ABOUT THIS EXERCISE:
Scan the lines below for the word "Chemin". Copy each line you find it in.

Collected data:
=======

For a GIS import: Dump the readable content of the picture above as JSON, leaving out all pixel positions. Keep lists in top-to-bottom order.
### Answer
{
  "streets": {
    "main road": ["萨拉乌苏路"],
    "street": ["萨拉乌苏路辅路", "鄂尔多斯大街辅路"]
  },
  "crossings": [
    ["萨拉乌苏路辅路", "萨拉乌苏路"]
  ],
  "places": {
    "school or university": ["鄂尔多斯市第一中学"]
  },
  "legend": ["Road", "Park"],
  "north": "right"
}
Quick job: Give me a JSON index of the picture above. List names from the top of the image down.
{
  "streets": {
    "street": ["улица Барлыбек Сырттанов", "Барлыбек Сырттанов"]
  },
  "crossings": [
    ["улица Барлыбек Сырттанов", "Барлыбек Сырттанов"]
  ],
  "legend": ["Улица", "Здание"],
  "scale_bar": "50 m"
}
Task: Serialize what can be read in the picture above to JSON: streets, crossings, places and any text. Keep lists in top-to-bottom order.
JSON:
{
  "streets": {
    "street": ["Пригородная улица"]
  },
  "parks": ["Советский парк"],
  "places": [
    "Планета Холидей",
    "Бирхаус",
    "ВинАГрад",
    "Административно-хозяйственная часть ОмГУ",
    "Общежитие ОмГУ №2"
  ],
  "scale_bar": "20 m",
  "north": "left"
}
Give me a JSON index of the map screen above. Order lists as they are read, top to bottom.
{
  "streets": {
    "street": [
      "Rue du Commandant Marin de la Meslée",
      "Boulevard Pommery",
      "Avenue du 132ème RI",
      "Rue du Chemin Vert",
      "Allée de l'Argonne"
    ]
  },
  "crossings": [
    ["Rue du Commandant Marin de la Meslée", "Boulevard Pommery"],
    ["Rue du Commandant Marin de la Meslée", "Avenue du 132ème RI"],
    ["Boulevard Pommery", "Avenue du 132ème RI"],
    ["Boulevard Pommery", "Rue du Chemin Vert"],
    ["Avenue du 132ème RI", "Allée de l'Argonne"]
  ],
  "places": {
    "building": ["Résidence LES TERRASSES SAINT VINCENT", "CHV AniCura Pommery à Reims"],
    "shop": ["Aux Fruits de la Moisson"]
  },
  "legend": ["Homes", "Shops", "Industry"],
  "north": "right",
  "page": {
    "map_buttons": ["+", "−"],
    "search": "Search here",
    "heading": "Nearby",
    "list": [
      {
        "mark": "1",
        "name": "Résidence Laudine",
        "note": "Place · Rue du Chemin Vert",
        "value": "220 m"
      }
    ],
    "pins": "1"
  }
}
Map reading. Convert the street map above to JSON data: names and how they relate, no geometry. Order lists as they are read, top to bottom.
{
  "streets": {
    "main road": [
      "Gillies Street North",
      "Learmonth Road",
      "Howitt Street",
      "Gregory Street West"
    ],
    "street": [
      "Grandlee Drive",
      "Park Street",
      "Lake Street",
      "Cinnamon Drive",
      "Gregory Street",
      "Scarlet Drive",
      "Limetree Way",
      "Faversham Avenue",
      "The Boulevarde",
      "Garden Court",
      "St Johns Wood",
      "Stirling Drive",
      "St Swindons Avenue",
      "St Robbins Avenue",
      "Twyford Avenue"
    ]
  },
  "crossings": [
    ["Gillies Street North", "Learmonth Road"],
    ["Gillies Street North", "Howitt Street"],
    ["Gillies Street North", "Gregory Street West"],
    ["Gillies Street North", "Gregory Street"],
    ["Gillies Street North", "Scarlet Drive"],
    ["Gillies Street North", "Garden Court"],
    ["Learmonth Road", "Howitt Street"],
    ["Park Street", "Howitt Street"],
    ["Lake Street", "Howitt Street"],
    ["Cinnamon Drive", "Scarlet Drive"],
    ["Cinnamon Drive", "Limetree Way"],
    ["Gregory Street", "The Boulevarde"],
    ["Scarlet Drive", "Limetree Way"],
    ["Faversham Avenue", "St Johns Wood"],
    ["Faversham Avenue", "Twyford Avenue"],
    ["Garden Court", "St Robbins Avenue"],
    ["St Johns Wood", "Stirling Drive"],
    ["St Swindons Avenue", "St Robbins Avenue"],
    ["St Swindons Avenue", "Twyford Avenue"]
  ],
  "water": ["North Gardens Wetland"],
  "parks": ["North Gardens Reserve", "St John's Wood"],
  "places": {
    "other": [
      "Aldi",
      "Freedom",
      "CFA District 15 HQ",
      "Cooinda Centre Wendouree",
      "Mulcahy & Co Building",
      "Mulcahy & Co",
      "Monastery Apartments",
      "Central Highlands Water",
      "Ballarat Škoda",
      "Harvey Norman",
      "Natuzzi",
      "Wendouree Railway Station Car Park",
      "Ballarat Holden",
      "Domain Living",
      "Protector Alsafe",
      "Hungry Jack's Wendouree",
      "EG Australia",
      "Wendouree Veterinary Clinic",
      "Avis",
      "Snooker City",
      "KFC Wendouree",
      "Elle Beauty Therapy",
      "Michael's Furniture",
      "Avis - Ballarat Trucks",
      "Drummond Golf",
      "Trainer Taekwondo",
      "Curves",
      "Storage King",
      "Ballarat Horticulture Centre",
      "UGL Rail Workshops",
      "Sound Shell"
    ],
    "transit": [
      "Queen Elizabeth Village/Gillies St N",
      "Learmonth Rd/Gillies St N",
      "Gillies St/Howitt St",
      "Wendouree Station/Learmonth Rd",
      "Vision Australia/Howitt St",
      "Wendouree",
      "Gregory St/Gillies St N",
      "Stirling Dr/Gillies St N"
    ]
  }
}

=======

WRITTEN ANSWER:
      "Rue du Chemin Vert",
    ["Boulevard Pommery", "Rue du Chemin Vert"],
        "note": "Place · Rue du Chemin Vert",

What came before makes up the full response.